Unlike the Option type, which indicates whether an expression has a useful value, the Try type indicates whether an expression can execute without throwing an exception. Try(expression) will have a Success(expression) value if an expression evaluates without throwing an exception. If an exception occurs, it will have a Failure(exception) value.

This will make more sense with an example. Let's start by importing scala.util to avoid unnecessary typing:

scala> import scala.util._

To see the Try type in action, let's use it to wrap a call to Source.fromURL. Source.fromURL fetches a web page, opening a stream to the page's content if it executes successfully. If it fails, it throws an error:

scala> import scala.io.{Source, BufferedSource}

scala> val html = Source.fromURL("http://www.google.com")

scala.io.BufferedSource = non-empty iterator

scala> val html = Source.fromURL("garbage")

java.net.MalformedURLException: no protocol: garbage

...

Instead of letting the expression propagate and crash the rest of our code, we will wrap the call to Source.fromURL in Try:

scala> def fetchURL(url:String):Try[BufferedSource] =

|         Try(Source.fromURL(url))

scala> fetchURL("www.google.com")

Try[BufferedSource] = Success(non-empty iterator)

scala> fetchURL("garbage")

Try[BufferedSource] = Failure(java.net.MalformedURLException: no protocol: garbage)

All we need to do to retrieve URLs in a fault tolerant manner is to map fetchURL over a vector of URLs. If this vector is parallel, URLs will be fetched concurrently:

scala> val URLs = Vector("http://www.google.com",

|   "http://www.bbc.co.uk",

|   "not-a-url"

|)

scala> val pages = URLs.par.map(fetchURL)

ParVector[Try[BufferedSource]] = ParVector(

   Success(non-empty iterator),

   Success(non-empty iterator),

   Failure(java.net.MalformedURLException: no protocol: not-a-url))

)

We can then use a collect statement to act on the pages that we could fetch successfully:

scala> pages.collect { case(Success(it)) => it.size }

ParVector[Int] = ParVector(17880, 102968)

By making good use of Scala's built-in Try classes and parallel collections, we built a fault tolerant, multithreaded URL retriever in a few lines of code.

The Try type versus the try/catch statements:

The programmers with imperative or object-oriented backgrounds will be more familiar with the try/catch method to handle exceptions. We could have accomplished a similar functionality here by wrapping the code to fetch URLs in a try block, returning null if the call raises an exception.

However, besides being more verbose, returning null is less satisfactory: we lose all the information about the exception and null is less expressive than Failure(exception). Furthermore, returning a Try[T] type forces the caller to consider the possibility that the function might fail. By contrast, just returning T and coding failure with a null value allows the caller to ignore failure, raising the possibility of a confusing NullPointerException being thrown at a completely different point in the program.

Setting the parallelism level

So far, we considered parallel collections as black boxes: add par to a normal collection and all the operations are performed in parallel.
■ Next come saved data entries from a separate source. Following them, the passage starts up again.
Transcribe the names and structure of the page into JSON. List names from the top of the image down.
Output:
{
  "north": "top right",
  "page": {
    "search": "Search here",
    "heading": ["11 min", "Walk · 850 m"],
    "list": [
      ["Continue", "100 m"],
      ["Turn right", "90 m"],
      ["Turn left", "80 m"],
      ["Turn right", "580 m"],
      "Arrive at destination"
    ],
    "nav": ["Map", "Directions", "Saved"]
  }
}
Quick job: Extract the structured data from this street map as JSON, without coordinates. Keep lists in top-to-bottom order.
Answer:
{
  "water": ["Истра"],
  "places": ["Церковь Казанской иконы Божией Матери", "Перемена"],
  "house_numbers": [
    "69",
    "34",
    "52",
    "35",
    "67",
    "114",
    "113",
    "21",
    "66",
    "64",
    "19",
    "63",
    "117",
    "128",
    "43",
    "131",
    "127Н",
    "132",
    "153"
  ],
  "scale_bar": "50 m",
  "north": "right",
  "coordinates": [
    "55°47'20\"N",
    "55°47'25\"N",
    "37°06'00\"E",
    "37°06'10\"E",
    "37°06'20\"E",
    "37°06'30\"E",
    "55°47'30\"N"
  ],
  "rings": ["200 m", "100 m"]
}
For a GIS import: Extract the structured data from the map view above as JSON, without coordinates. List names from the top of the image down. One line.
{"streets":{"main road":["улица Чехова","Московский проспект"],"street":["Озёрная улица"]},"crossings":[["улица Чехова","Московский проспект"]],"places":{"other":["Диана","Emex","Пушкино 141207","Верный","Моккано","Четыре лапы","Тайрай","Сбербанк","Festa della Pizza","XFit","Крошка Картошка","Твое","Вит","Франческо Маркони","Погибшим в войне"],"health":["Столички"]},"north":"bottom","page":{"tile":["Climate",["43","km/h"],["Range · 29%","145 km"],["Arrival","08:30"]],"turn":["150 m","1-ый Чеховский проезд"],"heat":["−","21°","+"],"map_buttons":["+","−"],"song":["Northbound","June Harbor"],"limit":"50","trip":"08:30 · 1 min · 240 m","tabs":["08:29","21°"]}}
Often, we will want more control over how the tasks are executed.

Internally, parallel collections work by distributing an operation over multiple threads. As the threads share the memory, parallel collections do not need to copy any data. Changing the number of threads available to the parallel collection will change the number of CPUs that are used to perform the tasks.

Parallel collections have a tasksupport attribute that controls the task execution, as follows:

scala> val parRange = (0 to 100).par

scala> parRange.tasksupport

TaskSupport = scala.collection.parallel.ExecutionContextTaskSupport@311a0b3e

scala> parRange.tasksupport.parallelismLevel

Int: 8 // Number of threads to be used

The task support object of a collection is an execution context and an abstraction capable of executing a Scala expression in parallel.

By default, the execution context in Scala 2.11 is a work-stealing thread pool. When a parallel collection submits the tasks, the context allocates the tasks to its threads. If a thread finds that it has finished its queued tasks, it will try and steal the outstanding tasks from the other threads. The default execution context maintains a thread pool with a number of threads that are equal to the number of CPUs.

The number of threads over which the parallel collection distributes the work can be changed by changing the task support. For instance, parallelizing the operations performed by a range over four threads can be done in the following way:

scala> val parRange = (0 to 1000).par

scala> parRange.tasksupport = new ForkJoinTaskSupport(

   new scala.concurrent.forkjoin.ForkJoinPool(4)

)

parRange.tasksupport: scala.collection.parallel.TaskSupport = scala.collection.parallel.ForkJoinTaskSupport@6e1134e1

scala> parRange.tasksupport.parallelismLevel

Int: 4

Futures

Parallel collections offer a simple yet powerful framework for parallel operations. However, they are limited in one respect: the total amount of work must be known in advance. This limitation is prohibitive for some problems.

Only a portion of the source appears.